- [What this task involves]
Transcribe the records below word for word, leaving every picture out.

##### Material supplied

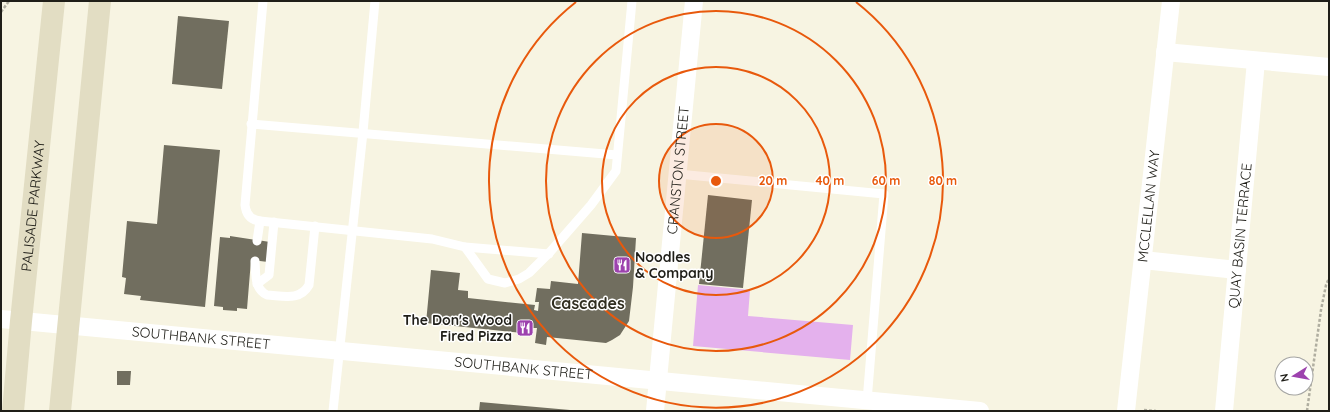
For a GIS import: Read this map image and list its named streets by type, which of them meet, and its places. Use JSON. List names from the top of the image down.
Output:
{
  "streets": {
    "main road": ["PALISADE PARKWAY"],
    "street": [
      "CRANSTON STREET",
      "MCCLELLAN WAY",
      "QUAY BASIN TERRACE",
      "SOUTHBANK STREET"
    ]
  },
  "crossings": [
    ["CRANSTON STREET", "SOUTHBANK STREET"],
    ["PALISADE PARKWAY", "SOUTHBANK STREET"]
  ],
  "districts": ["Cascades"],
  "places": {
    "restaurant": ["Noodles & Company", "The Don's Wood Fired Pizza"]
  },
  "north": "left",
  "rings": [
    "20 m",
    "40 m",
    "60 m",
    "80 m"
  ]
}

##########

- [Exercise result]
For a GIS import: Read this map image and list its named streets by type, which of them meet, and its places. Use JSON. List names from the top of the image down.
Output:
{
  "streets": {
    "main road": ["PALISADE PARKWAY"],
    "street": [
      "CRANSTON STREET",
      "MCCLELLAN WAY",
      "QUAY BASIN TERRACE",
      "SOUTHBANK STREET"
    ]
  },
  "crossings": [
    ["CRANSTON STREET", "SOUTHBANK STREET"],
    ["PALISADE PARKWAY", "SOUTHBANK STREET"]
  ],
  "districts": ["Cascades"],
  "places": {
    "restaurant": ["Noodles & Company", "The Don's Wood Fired Pizza"]
  },
  "north": "left",
  "rings": [
    "20 m",
    "40 m",
    "60 m",
    "80 m"
  ]
}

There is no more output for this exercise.